Hi Yan,
SQL should not be the cause here. It is true that Flink removes the
timestamp from a record when entering the SQL API but this timestamp is
set again before time-based operations such as OVER windows. Watermarks
are not touched. I think your issue is related to [2]. One explanation
that I could image is that a watermark has to be broadcasted to all
workers, depending on the frequency of watermark generation, a higher
parallelism also causes a higher amout of watermarks to be broadcasted.
Which Flink version are you using? Can you run your tests on the latest
Flink RC, because there where some improvements to the buffer management
that might help. I will loop in Piotr for that.
Regards,
Timo
Am 24.05.18 um 01:02 schrieb Yan Zhou [FDS Science]:
The BoundedOutOfOrdernessTimestampExtractor is assigned to datastream
after kafka consumer.
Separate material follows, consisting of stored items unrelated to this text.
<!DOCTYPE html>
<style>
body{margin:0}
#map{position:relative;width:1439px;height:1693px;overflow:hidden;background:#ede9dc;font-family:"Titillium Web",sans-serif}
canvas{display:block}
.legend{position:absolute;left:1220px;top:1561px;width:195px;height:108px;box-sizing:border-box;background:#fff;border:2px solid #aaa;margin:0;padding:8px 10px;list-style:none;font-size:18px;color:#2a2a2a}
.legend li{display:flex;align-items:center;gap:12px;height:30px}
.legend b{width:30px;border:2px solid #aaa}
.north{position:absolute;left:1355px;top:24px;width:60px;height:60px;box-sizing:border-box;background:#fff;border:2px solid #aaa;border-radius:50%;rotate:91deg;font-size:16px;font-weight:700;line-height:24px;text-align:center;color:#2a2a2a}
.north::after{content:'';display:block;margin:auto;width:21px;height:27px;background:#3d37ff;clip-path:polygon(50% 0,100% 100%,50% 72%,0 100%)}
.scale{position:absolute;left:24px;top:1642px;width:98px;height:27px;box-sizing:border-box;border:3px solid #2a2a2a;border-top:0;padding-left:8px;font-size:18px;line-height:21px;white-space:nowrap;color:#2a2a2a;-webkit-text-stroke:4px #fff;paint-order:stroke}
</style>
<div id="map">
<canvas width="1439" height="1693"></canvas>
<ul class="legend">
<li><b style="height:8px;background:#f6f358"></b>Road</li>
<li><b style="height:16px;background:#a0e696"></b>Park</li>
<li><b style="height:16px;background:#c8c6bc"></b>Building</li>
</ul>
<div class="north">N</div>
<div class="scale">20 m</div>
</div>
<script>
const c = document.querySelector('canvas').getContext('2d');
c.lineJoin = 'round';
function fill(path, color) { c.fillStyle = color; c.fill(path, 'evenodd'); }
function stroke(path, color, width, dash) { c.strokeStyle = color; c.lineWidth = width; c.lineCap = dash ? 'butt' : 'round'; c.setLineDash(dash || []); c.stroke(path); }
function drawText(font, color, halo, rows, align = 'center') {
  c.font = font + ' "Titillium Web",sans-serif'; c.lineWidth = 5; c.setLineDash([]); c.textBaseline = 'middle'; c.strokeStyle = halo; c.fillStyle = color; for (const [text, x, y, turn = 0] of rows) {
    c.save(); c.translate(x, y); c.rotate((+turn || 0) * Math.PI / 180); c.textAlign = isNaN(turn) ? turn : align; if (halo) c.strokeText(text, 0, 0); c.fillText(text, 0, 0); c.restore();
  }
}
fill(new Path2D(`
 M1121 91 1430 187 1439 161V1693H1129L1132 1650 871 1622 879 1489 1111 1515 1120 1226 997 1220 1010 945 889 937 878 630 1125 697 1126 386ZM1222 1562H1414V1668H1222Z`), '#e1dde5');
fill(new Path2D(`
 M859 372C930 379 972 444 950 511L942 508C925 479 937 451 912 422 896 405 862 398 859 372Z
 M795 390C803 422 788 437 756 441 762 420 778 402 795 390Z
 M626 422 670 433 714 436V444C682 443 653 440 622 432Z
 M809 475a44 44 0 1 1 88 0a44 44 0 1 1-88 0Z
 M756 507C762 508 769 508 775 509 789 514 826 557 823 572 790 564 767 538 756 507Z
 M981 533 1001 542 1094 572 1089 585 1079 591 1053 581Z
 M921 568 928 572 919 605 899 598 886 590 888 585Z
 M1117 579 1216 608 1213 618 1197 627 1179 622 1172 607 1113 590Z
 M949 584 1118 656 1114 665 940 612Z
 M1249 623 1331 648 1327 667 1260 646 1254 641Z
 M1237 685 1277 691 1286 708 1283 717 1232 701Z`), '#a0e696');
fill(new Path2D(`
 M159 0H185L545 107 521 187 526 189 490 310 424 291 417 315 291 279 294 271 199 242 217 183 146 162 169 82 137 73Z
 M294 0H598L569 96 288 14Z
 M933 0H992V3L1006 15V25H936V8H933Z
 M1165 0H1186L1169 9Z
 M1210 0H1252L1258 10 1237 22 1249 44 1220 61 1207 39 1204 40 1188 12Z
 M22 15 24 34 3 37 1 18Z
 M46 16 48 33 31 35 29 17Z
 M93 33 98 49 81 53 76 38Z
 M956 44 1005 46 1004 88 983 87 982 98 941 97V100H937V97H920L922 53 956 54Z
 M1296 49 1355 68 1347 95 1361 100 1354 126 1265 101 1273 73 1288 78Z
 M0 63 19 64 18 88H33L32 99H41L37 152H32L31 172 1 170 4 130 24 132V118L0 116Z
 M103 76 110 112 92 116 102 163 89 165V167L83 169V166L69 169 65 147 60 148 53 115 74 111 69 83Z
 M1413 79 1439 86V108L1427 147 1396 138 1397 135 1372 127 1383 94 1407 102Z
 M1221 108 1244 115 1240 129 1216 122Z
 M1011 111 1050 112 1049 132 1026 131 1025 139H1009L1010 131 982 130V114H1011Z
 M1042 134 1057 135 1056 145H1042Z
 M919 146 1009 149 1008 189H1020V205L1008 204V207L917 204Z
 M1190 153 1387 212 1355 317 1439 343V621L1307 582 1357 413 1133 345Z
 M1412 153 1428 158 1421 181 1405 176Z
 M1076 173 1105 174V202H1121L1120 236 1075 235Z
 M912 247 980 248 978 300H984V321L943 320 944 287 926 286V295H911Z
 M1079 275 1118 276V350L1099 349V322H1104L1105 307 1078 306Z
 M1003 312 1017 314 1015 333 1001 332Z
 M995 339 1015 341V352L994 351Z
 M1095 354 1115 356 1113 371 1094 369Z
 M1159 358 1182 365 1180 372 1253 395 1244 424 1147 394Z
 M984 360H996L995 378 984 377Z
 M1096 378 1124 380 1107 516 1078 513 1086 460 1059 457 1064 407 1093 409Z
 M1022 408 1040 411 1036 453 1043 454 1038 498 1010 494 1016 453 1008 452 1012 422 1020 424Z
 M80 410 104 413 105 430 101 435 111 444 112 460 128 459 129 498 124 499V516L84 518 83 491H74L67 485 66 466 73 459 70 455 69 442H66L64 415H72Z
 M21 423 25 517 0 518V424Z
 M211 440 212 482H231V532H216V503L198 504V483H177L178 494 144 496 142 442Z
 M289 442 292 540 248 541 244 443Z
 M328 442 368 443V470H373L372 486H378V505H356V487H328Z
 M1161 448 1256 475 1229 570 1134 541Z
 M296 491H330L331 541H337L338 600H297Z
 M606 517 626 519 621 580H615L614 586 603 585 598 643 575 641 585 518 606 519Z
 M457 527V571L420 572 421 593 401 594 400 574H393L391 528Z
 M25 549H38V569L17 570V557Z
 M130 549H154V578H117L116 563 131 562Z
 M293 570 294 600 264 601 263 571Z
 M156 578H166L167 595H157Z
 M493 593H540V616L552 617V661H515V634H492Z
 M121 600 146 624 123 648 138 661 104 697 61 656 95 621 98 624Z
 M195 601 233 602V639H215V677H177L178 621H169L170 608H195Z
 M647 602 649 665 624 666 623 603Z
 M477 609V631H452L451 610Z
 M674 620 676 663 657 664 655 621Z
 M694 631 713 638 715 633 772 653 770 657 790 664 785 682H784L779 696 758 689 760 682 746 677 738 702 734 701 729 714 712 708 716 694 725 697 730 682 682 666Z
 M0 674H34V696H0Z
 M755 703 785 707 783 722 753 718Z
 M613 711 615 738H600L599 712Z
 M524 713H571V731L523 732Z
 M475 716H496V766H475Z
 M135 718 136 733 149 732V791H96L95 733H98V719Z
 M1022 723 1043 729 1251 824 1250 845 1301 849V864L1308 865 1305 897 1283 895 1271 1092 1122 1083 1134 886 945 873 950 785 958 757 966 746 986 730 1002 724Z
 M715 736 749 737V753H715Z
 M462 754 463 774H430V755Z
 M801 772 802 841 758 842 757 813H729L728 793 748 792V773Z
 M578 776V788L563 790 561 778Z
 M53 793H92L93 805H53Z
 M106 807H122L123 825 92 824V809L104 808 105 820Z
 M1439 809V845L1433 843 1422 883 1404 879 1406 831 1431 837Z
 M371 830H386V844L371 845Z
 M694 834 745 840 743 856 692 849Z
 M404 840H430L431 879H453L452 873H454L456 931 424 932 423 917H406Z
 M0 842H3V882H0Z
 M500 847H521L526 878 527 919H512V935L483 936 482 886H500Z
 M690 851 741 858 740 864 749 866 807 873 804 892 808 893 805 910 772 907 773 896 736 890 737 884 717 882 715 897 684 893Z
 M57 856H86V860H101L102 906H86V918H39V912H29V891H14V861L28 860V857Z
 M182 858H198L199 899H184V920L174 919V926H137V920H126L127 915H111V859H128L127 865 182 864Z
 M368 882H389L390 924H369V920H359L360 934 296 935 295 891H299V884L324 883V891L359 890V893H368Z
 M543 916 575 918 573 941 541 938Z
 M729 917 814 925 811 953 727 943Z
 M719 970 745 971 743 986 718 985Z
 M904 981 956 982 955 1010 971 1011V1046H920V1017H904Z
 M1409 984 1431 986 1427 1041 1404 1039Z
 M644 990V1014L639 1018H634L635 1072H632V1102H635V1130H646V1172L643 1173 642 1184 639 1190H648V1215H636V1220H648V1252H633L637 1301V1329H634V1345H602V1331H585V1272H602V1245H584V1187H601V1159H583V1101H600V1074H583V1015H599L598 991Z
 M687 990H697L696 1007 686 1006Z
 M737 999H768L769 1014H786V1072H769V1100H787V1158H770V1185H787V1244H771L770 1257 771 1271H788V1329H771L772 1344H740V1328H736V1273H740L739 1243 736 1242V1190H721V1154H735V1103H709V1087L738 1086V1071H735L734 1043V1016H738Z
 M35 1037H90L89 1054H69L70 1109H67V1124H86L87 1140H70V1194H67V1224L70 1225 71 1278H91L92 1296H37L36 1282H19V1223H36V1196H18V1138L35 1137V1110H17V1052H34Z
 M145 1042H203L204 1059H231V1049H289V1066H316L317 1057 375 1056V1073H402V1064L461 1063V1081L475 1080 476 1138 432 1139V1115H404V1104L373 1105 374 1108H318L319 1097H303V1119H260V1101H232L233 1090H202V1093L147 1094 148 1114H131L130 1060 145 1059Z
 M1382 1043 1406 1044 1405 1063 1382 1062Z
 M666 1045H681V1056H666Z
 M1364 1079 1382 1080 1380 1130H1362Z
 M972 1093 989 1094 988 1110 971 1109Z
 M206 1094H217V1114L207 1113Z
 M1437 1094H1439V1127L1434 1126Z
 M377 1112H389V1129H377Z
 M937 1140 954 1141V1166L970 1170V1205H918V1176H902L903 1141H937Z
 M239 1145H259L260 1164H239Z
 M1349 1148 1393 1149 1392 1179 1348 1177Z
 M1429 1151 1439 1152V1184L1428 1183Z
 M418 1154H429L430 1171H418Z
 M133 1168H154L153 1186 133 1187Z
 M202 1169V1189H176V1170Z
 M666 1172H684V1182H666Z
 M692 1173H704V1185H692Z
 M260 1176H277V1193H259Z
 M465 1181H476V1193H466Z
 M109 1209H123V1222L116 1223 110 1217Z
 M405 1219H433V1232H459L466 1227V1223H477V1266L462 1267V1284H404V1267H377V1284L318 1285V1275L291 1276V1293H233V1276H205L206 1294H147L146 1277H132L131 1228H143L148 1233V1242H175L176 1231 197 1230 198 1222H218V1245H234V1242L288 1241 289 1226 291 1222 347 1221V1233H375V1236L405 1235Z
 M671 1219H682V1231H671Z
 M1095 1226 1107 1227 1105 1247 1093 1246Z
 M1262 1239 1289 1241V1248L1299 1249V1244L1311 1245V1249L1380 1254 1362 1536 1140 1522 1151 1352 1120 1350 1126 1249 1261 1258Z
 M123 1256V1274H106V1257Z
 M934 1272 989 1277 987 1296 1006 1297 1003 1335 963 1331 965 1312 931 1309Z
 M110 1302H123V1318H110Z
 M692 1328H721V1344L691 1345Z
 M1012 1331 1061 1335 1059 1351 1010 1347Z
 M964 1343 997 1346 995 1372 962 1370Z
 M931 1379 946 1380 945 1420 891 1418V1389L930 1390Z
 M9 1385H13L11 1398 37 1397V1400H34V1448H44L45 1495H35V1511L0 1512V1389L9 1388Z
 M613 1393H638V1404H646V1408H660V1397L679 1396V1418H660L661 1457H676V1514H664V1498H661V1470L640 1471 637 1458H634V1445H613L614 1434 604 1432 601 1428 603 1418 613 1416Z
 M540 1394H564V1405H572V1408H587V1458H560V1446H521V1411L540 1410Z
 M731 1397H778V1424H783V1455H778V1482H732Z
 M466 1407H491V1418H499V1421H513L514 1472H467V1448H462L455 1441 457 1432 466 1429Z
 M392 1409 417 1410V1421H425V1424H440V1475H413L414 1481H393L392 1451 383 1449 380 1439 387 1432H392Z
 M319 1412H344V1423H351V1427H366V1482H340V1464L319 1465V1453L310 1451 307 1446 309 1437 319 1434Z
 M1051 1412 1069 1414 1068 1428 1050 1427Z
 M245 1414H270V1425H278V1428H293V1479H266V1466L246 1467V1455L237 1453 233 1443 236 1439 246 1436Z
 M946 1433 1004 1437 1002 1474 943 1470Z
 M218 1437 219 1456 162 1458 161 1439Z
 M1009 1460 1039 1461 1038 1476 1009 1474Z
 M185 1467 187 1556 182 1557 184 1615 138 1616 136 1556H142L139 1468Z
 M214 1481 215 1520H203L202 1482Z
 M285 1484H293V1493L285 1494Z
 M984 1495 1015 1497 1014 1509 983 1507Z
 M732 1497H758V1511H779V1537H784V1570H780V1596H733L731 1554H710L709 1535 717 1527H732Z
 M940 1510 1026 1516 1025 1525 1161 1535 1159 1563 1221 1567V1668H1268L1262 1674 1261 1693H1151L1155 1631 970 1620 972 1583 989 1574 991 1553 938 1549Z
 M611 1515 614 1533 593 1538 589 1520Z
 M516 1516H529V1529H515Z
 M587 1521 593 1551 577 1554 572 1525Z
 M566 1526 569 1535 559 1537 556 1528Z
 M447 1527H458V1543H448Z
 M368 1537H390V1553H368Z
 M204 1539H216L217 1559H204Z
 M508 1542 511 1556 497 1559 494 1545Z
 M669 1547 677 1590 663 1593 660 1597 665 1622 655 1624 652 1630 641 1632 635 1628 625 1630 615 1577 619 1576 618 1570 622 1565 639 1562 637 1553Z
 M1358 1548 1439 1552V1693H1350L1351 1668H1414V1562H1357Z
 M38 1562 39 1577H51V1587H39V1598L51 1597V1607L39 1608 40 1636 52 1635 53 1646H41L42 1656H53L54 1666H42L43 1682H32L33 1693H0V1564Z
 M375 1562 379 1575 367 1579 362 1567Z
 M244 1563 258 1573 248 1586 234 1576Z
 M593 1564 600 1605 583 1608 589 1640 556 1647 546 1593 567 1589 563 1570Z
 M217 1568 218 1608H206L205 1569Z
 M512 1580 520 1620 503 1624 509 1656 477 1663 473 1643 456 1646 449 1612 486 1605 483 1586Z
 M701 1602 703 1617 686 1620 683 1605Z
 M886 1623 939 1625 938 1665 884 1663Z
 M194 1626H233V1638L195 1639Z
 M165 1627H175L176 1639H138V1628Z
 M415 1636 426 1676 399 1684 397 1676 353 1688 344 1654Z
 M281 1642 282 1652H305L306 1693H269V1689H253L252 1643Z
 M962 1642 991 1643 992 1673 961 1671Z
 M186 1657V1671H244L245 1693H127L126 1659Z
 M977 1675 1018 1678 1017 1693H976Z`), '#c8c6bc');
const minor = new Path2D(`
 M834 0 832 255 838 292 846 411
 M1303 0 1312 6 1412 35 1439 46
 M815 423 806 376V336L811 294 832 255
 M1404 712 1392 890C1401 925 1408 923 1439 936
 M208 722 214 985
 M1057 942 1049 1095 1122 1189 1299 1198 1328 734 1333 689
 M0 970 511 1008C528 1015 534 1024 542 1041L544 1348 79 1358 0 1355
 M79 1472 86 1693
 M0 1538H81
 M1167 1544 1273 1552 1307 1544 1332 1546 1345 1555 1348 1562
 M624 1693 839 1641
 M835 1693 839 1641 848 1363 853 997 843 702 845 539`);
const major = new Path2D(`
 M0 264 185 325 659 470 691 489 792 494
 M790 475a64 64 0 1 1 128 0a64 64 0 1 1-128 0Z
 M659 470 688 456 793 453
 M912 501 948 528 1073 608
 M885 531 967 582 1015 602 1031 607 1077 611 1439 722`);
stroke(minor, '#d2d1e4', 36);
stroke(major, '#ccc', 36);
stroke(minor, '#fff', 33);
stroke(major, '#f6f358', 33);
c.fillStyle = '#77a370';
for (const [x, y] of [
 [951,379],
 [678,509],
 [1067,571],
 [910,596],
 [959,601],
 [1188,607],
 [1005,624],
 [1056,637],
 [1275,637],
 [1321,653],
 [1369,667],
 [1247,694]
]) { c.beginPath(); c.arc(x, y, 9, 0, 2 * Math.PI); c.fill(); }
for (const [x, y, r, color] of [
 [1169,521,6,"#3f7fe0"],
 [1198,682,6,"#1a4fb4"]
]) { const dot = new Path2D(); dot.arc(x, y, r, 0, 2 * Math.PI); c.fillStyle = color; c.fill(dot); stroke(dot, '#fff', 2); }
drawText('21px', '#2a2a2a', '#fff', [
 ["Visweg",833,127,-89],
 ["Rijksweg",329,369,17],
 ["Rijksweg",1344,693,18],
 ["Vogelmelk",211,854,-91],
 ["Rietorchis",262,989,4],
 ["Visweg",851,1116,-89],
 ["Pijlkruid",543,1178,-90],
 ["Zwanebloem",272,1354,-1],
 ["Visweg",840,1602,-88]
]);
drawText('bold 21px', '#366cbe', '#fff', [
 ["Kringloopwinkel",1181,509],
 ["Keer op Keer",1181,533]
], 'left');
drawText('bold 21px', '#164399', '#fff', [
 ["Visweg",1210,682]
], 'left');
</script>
The graph is like:
KafkaSource-> map2Pojo -> BoundedOutOfOrdernessTimestampExtractor ->
Table -> ......
------------------------------------------------------------------------
*From:* Yan Zhou [FDS Science] <yz...@coupang.com>
*Sent:* Wednesday, May 23, 2018 3:21:24 PM
*To:* user@flink.apache.org
*Subject:* increasing parallelism increases the end2end latency in
flink sql
Hi,
My application assigned timestamp to kafka event
with BoundedOutOfOrdernessTimestampExtractor then converted them to a
table. Finally flink SQLover-window aggregation is run against the table.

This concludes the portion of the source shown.